> [What is needed]: Look through the data below. Collect every line where the word "summary" occurs.
=== Exercise data ===
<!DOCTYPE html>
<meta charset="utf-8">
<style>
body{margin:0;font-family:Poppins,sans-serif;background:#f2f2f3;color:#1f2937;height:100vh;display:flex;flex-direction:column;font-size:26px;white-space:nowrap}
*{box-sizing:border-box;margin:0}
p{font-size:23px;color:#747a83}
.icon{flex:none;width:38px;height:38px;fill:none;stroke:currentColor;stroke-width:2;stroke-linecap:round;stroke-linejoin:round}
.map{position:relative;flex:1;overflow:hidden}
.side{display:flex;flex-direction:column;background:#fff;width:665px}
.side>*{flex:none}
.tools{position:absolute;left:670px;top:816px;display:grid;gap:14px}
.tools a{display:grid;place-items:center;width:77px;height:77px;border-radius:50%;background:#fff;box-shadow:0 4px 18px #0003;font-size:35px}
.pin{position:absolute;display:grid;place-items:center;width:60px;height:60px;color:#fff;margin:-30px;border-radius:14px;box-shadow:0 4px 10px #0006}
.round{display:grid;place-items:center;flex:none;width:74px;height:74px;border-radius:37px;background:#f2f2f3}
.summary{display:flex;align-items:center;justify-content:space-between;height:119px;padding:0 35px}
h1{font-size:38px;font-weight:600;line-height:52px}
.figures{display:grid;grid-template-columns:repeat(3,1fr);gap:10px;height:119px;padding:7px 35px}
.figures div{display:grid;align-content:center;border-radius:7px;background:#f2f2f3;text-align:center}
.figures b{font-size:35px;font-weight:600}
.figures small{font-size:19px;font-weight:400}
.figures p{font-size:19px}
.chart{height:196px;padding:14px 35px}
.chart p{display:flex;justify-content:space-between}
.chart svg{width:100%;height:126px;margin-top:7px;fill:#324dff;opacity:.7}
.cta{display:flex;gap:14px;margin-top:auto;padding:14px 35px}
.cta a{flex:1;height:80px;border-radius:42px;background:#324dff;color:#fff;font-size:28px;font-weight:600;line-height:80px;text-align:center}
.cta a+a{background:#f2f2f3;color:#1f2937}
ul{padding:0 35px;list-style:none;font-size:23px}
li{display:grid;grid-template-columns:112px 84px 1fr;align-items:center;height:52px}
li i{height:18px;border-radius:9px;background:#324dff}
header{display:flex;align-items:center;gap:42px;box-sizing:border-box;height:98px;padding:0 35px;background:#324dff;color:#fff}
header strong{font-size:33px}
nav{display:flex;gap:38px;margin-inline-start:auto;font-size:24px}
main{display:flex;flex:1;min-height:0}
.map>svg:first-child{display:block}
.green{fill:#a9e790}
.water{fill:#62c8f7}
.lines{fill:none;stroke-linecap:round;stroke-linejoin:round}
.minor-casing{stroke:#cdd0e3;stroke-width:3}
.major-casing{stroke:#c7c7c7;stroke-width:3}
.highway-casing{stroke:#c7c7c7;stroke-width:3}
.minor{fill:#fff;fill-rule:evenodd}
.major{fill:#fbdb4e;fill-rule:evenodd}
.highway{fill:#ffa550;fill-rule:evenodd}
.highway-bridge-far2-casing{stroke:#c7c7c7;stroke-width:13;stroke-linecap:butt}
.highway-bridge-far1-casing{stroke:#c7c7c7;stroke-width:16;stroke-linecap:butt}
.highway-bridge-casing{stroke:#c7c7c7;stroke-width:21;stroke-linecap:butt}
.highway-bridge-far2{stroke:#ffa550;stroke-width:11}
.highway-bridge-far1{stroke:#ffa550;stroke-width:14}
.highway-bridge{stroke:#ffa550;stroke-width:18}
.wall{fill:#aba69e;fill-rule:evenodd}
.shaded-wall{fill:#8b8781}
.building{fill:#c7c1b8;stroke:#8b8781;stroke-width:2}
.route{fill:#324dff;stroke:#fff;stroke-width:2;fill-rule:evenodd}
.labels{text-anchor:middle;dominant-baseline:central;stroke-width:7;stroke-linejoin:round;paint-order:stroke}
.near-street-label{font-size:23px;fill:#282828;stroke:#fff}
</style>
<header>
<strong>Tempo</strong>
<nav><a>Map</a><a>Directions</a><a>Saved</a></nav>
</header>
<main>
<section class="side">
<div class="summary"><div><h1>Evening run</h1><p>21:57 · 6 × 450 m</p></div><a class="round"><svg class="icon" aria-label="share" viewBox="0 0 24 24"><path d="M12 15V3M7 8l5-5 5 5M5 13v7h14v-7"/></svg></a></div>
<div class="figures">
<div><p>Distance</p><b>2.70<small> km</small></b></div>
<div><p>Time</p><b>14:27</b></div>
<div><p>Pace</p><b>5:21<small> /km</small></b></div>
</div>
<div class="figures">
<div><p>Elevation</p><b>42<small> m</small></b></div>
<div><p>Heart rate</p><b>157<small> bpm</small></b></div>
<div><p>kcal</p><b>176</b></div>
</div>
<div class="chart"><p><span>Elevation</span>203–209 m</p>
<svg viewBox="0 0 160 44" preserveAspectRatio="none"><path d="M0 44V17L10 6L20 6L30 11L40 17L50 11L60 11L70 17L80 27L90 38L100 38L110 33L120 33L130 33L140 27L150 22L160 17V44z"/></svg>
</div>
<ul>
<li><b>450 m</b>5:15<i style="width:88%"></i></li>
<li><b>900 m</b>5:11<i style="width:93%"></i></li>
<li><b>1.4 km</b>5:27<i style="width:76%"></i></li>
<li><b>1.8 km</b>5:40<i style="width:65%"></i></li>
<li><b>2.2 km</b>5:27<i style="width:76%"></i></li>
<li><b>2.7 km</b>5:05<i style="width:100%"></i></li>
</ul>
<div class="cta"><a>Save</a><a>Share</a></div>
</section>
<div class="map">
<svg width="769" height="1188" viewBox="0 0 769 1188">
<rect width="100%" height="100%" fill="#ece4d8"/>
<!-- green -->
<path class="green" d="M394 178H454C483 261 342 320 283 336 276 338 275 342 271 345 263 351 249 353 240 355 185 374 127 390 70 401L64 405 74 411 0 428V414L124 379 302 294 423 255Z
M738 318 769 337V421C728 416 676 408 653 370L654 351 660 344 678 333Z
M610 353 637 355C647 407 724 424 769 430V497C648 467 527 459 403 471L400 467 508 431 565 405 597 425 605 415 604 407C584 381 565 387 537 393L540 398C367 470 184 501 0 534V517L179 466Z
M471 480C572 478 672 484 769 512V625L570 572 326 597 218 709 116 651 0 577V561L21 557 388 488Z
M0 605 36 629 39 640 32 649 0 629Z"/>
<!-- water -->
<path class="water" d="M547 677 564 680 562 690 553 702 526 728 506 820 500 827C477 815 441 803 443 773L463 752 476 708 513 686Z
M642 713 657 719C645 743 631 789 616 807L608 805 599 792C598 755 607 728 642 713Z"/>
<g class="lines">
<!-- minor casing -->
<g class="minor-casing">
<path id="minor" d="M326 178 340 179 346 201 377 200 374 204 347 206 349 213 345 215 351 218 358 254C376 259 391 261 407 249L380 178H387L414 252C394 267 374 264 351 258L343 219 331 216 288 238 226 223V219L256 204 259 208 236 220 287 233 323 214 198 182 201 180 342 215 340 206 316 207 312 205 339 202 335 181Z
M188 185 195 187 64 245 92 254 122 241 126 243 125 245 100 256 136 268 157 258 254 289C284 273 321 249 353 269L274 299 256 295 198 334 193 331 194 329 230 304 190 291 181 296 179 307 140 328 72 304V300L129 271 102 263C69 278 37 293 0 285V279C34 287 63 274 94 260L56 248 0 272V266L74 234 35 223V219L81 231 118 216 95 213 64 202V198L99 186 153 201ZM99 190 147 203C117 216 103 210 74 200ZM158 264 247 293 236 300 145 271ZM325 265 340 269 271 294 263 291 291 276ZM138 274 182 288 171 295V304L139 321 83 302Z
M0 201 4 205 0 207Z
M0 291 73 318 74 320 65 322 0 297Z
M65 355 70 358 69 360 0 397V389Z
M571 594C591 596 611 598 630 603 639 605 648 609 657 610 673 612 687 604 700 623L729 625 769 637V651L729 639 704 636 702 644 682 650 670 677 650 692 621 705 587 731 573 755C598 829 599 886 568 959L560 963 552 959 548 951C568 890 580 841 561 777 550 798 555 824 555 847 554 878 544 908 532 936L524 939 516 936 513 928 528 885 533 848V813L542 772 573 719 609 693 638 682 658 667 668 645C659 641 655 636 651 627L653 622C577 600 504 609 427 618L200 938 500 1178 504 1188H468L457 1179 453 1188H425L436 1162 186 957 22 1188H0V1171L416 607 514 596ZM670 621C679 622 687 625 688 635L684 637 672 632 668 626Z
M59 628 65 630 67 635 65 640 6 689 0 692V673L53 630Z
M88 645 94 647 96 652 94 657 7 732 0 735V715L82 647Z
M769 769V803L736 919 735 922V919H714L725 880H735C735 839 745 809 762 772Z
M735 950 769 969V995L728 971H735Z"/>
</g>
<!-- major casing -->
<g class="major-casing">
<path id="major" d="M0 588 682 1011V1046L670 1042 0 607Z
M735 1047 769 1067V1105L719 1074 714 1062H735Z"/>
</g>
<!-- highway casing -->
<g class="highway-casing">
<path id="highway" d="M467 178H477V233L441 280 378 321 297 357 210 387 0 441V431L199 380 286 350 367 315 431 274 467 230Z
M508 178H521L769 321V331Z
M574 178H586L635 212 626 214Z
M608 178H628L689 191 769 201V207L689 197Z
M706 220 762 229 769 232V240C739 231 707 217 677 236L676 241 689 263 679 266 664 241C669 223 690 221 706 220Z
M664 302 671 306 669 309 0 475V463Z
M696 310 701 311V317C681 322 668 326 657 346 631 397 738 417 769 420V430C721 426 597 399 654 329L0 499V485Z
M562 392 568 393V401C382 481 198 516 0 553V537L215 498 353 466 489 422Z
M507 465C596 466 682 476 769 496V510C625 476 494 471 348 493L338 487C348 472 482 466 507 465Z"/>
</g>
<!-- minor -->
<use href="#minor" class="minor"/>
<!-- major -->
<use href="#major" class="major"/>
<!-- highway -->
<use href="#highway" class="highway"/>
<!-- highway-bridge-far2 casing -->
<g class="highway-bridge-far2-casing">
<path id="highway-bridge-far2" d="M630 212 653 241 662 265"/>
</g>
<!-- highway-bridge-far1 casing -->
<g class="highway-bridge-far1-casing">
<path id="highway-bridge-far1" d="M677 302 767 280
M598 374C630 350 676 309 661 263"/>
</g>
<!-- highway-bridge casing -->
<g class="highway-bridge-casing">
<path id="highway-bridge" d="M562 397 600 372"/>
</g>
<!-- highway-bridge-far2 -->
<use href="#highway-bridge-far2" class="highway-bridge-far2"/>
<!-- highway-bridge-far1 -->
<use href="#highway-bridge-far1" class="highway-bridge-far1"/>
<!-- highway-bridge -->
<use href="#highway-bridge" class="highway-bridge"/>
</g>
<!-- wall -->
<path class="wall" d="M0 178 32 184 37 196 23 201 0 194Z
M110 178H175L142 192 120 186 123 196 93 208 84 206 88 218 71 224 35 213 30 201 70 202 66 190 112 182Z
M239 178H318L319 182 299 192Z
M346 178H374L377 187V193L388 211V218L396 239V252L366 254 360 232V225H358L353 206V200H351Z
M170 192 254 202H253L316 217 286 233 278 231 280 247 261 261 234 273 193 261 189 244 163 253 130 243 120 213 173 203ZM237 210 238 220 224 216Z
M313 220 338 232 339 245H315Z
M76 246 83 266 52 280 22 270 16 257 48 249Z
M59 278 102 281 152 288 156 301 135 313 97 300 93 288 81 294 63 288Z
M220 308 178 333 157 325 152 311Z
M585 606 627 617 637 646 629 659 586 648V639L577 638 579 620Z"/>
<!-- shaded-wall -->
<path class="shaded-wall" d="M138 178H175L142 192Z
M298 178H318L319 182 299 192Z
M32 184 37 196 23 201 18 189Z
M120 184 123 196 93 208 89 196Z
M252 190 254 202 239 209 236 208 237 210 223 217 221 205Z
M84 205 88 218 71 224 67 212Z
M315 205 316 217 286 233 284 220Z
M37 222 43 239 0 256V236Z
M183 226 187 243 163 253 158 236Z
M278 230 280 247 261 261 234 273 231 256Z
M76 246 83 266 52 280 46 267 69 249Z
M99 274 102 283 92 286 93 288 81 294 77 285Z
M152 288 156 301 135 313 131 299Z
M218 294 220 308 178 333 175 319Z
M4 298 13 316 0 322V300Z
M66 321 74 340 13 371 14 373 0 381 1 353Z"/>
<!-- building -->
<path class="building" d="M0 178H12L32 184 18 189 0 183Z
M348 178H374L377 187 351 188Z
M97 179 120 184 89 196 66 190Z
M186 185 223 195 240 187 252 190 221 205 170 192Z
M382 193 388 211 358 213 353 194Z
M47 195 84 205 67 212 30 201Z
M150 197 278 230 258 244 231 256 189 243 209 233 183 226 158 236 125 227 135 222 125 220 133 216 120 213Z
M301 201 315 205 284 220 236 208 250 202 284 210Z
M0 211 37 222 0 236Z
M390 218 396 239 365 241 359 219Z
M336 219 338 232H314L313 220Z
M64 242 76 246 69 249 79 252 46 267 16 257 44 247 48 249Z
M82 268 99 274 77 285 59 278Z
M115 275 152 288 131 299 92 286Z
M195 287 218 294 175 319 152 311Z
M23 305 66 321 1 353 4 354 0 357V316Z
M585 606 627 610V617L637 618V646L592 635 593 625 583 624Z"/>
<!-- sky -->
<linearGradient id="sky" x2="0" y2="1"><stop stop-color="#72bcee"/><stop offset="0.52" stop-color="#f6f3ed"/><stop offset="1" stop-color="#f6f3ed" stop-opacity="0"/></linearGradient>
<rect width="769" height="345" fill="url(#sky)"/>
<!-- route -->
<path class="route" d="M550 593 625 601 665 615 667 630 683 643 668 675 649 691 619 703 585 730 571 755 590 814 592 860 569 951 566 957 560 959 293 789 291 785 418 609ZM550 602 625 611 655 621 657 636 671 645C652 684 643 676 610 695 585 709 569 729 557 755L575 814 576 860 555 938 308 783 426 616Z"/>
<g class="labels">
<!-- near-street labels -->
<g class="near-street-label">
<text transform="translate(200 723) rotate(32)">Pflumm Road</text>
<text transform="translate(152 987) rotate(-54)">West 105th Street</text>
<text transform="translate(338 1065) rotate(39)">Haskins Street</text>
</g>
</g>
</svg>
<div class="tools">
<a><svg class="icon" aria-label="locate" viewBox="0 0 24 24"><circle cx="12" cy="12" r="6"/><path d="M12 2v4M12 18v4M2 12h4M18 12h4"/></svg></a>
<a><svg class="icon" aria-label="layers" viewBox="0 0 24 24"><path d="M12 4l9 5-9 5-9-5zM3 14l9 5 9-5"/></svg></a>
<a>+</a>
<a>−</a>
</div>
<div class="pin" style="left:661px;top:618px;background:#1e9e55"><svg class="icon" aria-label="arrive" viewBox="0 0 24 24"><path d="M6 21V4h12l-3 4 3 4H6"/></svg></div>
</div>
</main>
===
> [Written solution]:
.summary{display:flex;align-items:center;justify-content:space-between;height:119px;padding:0 35px}
<div class="summary"><div><h1>Evening run</h1><p>21:57 · 6 × 450 m</p></div><a class="round"><svg class="icon" aria-label="share" viewBox="0 0 24 24"><path d="M12 15V3M7 8l5-5 5 5M5 13v7h14v-7"/></svg></a></div>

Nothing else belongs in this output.